A privilege escalation vulnerability in the Windows Telephony Service allows an authorized attacker with local access and adjacent network positioning to elevate privileges. The flaw stems from external control of file name or path (CWE-73), enabling a low-privileged attacker to achieve high-impact confidentiality, integrity, and availability compromises without user interaction. The vulnerability affects a broad range of Windows client and server operating systems, including legacy versions such as Windows Server 2008 and 2012 that no longer receive standard security updates. Microsoft has released patches addressing this vulnerability, with build numbers specified for supported versions. The CVSS 3.1 score of 8.0 reflects the high severity due to the potential for complete system compromise combined with relatively low attack complexity.

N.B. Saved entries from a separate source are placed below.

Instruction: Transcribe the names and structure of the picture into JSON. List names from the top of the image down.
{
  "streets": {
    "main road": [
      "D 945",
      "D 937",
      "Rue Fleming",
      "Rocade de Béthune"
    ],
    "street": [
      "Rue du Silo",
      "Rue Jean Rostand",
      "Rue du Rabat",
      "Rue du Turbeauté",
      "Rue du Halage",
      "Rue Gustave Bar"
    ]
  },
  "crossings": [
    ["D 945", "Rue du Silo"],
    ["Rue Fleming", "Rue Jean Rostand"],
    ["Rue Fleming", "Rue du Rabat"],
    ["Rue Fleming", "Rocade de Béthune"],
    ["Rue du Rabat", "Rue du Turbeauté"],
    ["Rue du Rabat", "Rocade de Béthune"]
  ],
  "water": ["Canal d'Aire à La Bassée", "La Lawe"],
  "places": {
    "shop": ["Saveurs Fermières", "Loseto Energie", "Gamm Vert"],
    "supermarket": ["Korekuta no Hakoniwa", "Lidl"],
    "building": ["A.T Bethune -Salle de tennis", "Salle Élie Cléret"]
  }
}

Organizations should prioritize patching, particularly on systems where the Telephony Service is enabled and where adjacent network attackers may be present.

Vendor
Microsoft
Product
Windows 10 Version 1607
CVSS
HIGH 8
CISA KEV
Not listed in stored evidence
Original CVE published
2026-01-13
Original CVE updated
2026-05-26
Advisory published
2026-01-13
Advisory updated
2026-05-26

Who should care

System administrators managing Windows endpoints and servers, security teams responsible for patch management programs, organizations with legacy Windows Server infrastructure, and defenders monitoring for privilege escalation activity in Windows environments.

Technical summary

The Windows Telephony Service contains a path traversal vulnerability allowing external control of file names or paths. An attacker with low privileges and adjacent network access can exploit this to execute arbitrary code with elevated privileges. The vulnerability affects Windows 10 versions 1607 through 22H2, Windows 11 versions 23H2 through 25H2, and Windows Server versions from 2008 through 2025. Attack complexity is low and no user interaction is required. The vulnerability is particularly concerning for legacy server versions that may require manual patching procedures.

Defensive priority

high

Recommended defensive actions

  • Apply Microsoft security updates for affected Windows versions, ensuring systems reach the specified build numbers or later
  • Review and restrict Telephony Service usage on systems where not required for business operations
  • Implement network segmentation to limit adjacent network attack vectors
  • Prioritize patching for Windows Server 2008, 2012, and other legacy systems that may lack automatic update mechanisms
  • Monitor for anomalous Telephony Service process activity and unexpected privilege escalations
  • Consult Microsoft Security Response Center guidance for deployment prioritization in enterprise environments

Evidence notes

The vulnerability is classified under CWE-73 (External Control of File Name or Path). Affected product versions are identified through NVD CPE criteria with specific build number cutoffs for patched versions. The CVSS vector indicates attack vector is adjacent network (AV:A), attack complexity is low (AC:L), privileges required are low (PR:L), no user interaction needed (UI:N), and scope is unchanged (S:U) with high impact across confidentiality, integrity, and availability (C:H/I:H/A:H).

Official resources

Microsoft disclosed this vulnerability on January 13, 2026, with subsequent modifications to the advisory on May 26, 2026. The vulnerability has not been added to CISA's Known Exploited Vulnerabilities catalog as of the source data date.